Collected data entries:
#####
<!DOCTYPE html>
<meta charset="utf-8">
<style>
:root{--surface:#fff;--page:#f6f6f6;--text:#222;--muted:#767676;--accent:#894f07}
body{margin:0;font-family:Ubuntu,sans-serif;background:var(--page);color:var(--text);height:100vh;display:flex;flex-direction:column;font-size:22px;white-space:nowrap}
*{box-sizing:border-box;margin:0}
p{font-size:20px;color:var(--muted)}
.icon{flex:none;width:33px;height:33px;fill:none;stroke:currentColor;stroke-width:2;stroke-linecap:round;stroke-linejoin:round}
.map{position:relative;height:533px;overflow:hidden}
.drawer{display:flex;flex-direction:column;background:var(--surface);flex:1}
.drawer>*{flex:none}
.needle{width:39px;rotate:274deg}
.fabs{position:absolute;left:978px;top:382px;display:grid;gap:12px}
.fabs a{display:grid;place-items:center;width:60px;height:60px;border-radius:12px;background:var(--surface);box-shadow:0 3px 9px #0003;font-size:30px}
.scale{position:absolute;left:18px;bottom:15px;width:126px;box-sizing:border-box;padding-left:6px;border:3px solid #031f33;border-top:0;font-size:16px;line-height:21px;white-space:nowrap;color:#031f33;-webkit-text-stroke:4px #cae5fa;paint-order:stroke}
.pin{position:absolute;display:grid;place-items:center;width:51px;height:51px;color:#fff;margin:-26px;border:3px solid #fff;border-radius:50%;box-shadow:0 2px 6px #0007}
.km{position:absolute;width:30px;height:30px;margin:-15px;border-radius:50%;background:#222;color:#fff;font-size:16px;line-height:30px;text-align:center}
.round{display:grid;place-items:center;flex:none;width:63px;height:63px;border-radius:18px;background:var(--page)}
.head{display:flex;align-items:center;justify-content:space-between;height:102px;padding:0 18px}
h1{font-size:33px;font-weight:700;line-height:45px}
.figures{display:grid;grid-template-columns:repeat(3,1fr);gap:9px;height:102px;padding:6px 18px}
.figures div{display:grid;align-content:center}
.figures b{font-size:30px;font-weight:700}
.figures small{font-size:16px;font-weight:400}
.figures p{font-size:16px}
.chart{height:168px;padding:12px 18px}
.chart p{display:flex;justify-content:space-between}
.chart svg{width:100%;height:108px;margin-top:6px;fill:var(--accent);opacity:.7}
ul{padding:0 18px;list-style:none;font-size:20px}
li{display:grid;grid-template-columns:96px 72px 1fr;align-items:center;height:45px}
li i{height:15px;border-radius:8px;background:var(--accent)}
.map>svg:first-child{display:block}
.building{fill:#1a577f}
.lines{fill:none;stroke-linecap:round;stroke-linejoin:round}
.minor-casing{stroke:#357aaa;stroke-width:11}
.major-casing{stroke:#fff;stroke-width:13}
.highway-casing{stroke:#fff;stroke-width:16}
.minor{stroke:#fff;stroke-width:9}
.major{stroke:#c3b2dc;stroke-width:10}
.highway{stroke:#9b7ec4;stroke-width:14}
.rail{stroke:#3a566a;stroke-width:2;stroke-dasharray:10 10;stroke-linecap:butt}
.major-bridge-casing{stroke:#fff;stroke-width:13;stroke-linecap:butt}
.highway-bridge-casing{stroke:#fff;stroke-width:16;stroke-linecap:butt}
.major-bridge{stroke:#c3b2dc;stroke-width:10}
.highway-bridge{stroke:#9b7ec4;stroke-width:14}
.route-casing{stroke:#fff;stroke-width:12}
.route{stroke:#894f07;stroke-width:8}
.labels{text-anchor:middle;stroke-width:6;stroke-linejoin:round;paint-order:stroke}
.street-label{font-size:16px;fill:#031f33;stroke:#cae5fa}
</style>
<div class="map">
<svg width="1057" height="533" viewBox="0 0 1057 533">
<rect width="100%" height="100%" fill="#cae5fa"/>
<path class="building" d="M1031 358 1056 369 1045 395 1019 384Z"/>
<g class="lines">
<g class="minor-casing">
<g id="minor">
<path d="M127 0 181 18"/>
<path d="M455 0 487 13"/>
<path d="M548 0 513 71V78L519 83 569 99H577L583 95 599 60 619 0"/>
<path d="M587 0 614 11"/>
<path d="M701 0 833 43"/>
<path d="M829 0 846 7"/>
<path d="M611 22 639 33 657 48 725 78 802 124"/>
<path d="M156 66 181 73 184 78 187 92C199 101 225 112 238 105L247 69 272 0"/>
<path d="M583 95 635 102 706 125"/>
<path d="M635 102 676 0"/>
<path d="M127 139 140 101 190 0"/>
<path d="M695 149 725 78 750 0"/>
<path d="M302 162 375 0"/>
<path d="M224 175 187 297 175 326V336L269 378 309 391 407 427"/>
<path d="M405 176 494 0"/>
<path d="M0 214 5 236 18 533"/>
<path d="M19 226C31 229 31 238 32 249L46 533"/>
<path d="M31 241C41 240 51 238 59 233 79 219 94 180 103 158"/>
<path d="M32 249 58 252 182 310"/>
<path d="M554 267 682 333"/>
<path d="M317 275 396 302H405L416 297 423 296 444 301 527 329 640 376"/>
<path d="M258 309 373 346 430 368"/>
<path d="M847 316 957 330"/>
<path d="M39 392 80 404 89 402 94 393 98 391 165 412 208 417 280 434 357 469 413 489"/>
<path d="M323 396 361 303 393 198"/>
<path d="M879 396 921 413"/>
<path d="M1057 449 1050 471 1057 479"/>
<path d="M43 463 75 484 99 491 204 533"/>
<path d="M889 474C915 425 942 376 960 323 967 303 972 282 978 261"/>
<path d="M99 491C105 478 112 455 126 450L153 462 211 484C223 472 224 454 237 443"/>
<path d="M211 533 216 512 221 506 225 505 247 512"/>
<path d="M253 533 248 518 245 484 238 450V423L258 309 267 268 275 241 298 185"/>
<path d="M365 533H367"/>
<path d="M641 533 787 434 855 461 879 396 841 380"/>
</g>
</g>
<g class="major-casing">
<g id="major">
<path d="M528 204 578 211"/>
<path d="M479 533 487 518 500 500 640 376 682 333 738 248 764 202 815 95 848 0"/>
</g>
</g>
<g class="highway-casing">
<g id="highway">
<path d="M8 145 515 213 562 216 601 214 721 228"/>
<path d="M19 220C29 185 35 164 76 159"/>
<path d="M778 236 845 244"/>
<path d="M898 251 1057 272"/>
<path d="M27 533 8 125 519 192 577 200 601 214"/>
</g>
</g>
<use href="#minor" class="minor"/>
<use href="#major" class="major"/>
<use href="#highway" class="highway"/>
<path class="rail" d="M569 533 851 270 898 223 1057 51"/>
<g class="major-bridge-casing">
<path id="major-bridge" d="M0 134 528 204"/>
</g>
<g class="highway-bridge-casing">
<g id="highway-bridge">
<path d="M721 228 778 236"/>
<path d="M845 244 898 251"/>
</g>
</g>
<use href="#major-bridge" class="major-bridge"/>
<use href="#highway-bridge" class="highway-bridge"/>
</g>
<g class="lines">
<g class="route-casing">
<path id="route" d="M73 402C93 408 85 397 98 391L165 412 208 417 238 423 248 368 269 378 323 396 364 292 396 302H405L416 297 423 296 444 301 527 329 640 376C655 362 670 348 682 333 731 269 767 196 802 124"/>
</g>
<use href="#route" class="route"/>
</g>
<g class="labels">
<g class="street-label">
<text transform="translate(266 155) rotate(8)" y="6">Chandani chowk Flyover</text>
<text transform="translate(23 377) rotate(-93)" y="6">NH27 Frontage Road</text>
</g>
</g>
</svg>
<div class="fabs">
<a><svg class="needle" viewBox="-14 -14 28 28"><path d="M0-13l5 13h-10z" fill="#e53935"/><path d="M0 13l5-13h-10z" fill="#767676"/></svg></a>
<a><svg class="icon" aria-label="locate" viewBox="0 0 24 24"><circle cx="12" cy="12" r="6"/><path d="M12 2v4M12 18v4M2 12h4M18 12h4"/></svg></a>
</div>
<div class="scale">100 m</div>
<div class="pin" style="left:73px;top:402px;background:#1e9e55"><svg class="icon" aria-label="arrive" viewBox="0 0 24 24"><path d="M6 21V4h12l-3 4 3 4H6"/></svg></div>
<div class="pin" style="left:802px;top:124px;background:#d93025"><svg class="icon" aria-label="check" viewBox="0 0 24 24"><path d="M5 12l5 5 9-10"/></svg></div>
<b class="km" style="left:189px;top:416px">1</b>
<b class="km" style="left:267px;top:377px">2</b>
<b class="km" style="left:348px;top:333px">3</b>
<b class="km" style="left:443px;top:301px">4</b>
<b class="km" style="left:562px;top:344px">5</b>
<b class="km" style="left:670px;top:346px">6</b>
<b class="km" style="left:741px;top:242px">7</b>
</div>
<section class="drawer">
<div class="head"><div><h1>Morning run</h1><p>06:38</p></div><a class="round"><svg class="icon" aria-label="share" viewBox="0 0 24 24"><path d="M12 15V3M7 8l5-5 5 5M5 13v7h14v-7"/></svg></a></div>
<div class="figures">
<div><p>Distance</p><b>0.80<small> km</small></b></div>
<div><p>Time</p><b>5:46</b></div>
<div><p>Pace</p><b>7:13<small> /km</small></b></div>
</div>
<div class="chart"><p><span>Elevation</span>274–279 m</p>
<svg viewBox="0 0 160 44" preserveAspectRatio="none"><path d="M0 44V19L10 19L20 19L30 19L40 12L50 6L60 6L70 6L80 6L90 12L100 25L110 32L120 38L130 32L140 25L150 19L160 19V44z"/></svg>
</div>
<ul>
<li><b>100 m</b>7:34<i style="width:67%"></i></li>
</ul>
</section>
#####
The answer must consist of every line from the records above that holds "position".

Output of the task
.map{position:relative;height:533px;overflow:hidden}
.fabs{position:absolute;left:978px;top:382px;display:grid;gap:12px}
.scale{position:absolute;left:18px;bottom:15px;width:126px;box-sizing:border-box;padding-left:6px;border:3px solid #031f33;border-top:0;font-size:16px;line-height:21px;white-space:nowrap;color:#031f33;-webkit-text-stroke:4px #cae5fa;paint-order:stroke}
.pin{position:absolute;display:grid;place-items:center;width:51px;height:51px;color:#fff;margin:-26px;border:3px solid #fff;border-radius:50%;box-shadow:0 2px 6px #0007}
.km{position:absolute;width:30px;height:30px;margin:-15px;border-radius:50%;background:#222;color:#fff;font-size:16px;line-height:30px;text-align:center}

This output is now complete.